Could you repeat all of the entries below, character for character?

+++ Data under study

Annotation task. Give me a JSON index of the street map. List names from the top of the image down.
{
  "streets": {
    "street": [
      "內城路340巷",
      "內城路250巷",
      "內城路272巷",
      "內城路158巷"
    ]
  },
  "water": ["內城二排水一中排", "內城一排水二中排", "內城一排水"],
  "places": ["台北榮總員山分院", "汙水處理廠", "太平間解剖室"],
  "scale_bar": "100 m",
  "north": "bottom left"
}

++++++

#### Written response
Annotation task. Give me a JSON index of the street map. List names from the top of the image down.
{
  "streets": {
    "street": [
      "內城路340巷",
      "內城路250巷",
      "內城路272巷",
      "內城路158巷"
    ]
  },
  "water": ["內城二排水一中排", "內城一排水二中排", "內城一排水"],
  "places": ["台北榮總員山分院", "汙水處理廠", "太平間解剖室"],
  "scale_bar": "100 m",
  "north": "bottom left"
}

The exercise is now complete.